Requirement
Using the records that follow, copy every line containing the word "evenodd".

START Dataset entries

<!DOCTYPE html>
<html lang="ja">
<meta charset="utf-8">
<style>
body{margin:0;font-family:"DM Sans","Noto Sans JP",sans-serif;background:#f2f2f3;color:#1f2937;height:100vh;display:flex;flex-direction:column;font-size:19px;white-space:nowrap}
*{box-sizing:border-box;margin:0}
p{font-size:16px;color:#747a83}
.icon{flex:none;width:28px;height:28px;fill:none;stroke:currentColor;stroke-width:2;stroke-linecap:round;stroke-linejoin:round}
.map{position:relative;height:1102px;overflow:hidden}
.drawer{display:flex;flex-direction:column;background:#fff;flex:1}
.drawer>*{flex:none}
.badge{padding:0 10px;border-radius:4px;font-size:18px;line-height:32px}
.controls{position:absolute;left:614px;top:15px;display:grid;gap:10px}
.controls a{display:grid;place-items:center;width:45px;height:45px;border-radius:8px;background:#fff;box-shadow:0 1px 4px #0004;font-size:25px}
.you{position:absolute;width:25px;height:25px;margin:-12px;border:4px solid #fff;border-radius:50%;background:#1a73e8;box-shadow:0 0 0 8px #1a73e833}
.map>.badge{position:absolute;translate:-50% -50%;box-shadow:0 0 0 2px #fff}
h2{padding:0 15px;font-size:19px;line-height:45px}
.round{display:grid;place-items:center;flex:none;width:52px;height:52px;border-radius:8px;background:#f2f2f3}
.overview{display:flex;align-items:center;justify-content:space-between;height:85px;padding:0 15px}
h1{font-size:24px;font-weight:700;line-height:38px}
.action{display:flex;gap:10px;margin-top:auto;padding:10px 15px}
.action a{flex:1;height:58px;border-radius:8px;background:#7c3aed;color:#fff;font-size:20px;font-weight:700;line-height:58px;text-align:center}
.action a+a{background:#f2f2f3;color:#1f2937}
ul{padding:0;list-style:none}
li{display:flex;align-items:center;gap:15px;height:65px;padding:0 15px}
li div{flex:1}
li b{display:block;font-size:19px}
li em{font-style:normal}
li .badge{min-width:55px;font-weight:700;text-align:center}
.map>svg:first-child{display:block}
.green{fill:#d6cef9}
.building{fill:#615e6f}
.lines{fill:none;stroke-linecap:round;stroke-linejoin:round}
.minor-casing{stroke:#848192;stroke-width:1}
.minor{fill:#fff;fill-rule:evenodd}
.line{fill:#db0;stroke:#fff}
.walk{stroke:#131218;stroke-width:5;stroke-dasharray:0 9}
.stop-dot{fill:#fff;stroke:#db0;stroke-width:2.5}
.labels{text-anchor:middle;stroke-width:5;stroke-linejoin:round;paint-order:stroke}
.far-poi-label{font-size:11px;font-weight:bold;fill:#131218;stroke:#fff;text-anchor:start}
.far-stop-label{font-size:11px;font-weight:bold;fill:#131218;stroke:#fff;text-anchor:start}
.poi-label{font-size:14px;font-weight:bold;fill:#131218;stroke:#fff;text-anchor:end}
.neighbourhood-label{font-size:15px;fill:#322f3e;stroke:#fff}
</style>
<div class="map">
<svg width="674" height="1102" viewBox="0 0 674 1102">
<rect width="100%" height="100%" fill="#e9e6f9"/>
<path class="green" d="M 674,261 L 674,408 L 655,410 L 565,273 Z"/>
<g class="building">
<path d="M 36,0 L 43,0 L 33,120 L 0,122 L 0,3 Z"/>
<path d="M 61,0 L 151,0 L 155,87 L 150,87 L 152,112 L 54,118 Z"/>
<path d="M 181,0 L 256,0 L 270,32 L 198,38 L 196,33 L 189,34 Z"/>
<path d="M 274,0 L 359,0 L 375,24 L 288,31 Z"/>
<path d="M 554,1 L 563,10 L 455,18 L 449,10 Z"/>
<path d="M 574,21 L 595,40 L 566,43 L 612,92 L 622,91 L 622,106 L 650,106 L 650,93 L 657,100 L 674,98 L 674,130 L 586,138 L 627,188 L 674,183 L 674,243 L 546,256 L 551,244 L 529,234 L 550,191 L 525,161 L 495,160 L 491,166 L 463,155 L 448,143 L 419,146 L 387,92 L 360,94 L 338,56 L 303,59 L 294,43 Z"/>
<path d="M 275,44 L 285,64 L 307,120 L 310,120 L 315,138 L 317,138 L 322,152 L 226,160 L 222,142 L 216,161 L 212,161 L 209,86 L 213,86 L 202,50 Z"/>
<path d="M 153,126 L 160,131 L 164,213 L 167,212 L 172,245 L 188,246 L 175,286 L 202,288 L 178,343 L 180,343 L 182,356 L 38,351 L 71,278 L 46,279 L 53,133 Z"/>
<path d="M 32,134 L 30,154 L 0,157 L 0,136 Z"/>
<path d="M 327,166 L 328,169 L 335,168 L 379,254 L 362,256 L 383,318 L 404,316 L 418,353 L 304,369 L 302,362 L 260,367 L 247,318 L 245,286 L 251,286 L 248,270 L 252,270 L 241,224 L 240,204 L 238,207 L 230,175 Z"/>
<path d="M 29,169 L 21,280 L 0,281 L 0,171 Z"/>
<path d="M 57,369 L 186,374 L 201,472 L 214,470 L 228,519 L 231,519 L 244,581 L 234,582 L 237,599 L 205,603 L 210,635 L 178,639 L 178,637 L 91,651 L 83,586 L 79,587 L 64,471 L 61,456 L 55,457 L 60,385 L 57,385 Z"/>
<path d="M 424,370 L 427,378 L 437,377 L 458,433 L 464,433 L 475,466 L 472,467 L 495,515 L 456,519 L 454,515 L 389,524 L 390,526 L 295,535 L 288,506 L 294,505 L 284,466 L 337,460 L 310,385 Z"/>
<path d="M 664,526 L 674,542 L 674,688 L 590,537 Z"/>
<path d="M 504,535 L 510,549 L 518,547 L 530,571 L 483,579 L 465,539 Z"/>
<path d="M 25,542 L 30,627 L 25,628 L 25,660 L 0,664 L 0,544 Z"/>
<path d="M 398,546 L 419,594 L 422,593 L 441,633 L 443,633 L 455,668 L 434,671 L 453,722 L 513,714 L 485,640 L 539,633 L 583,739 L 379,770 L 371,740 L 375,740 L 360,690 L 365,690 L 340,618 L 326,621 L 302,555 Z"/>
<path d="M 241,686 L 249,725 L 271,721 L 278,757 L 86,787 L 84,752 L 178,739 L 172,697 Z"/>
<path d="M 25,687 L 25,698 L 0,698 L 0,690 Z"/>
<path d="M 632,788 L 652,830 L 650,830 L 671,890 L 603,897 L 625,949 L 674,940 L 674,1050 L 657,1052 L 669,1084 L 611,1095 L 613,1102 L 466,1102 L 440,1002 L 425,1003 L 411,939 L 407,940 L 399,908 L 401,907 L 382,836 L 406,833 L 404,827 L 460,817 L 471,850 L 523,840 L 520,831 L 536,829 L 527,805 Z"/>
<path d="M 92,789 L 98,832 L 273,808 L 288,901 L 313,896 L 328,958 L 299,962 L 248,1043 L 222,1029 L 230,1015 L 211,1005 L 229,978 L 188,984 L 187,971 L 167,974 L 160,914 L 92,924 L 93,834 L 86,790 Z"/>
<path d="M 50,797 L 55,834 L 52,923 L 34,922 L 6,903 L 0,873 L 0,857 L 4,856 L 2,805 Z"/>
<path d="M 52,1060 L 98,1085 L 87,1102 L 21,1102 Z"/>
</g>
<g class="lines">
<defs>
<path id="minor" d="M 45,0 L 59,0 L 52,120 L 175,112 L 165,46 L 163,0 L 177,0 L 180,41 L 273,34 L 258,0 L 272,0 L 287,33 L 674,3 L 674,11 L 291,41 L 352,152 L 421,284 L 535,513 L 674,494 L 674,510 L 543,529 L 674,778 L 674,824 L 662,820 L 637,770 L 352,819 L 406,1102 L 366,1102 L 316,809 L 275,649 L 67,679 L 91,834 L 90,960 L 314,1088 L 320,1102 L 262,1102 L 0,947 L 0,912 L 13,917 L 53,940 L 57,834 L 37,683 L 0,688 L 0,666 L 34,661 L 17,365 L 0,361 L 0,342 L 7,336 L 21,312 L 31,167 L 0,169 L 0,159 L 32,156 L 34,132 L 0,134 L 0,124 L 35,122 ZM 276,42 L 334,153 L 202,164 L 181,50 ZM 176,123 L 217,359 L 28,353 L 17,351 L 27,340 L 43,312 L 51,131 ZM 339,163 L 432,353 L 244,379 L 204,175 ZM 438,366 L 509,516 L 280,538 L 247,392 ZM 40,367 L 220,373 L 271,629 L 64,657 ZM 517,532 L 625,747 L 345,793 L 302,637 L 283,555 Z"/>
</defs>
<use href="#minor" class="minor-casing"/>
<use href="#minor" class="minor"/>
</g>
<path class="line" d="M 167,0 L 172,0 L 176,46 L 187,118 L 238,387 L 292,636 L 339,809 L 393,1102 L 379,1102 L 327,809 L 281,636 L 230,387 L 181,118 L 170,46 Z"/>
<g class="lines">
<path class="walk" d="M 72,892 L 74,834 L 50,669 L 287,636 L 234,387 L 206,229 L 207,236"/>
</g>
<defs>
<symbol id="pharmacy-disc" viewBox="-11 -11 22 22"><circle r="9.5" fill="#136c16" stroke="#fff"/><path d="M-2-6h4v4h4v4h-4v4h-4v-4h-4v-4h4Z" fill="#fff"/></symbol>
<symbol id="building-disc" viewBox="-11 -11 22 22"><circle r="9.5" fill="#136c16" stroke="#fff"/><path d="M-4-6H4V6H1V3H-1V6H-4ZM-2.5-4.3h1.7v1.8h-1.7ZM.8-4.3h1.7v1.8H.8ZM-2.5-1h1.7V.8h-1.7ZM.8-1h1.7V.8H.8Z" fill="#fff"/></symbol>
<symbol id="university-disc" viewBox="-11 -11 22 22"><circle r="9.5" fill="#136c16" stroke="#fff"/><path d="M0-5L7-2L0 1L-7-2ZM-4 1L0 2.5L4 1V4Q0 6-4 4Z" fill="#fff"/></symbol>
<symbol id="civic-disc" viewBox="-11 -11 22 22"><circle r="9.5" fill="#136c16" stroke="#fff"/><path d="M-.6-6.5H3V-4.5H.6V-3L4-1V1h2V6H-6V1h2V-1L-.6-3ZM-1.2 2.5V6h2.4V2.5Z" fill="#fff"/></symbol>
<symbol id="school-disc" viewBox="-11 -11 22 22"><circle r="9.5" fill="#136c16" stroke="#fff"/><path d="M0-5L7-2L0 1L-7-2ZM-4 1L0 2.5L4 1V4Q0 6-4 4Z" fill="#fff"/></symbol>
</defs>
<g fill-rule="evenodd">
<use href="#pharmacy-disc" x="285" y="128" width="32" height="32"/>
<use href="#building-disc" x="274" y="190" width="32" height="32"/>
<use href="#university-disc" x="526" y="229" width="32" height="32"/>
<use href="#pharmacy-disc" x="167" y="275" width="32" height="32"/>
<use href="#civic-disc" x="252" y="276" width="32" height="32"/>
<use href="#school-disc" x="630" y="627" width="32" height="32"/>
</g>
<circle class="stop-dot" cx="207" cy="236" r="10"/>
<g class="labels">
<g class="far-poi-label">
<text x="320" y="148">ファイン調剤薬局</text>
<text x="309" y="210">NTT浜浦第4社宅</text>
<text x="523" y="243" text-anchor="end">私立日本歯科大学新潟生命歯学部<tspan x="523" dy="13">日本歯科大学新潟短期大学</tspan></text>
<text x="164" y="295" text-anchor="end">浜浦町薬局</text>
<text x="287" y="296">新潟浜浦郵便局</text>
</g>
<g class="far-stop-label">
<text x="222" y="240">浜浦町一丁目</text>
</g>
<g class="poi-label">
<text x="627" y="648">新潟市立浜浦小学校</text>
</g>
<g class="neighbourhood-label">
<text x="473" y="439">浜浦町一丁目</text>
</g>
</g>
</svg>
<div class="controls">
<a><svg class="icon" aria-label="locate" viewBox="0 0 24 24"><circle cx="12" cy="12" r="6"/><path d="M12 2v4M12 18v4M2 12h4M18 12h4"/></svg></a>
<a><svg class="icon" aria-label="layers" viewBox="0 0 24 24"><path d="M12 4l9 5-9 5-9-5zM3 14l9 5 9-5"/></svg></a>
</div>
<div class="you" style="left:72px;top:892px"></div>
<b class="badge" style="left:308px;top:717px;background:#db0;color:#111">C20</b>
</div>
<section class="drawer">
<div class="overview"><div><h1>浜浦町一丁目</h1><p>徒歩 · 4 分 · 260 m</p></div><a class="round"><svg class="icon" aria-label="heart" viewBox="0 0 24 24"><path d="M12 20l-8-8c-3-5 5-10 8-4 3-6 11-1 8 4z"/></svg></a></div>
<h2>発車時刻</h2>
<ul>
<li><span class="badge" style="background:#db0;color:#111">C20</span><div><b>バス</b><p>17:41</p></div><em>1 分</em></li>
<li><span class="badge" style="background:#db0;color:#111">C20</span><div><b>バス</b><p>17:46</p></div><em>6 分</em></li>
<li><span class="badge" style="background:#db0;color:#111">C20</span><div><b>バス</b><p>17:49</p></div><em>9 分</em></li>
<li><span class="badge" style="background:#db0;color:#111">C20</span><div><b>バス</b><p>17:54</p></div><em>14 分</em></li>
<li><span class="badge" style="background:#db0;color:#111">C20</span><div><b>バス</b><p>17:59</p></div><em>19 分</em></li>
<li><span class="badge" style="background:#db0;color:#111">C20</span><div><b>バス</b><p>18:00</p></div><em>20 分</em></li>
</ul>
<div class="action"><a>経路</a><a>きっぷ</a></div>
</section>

END Dataset entries

Answer space
.minor{fill:#fff;fill-rule:evenodd}
<g fill-rule="evenodd">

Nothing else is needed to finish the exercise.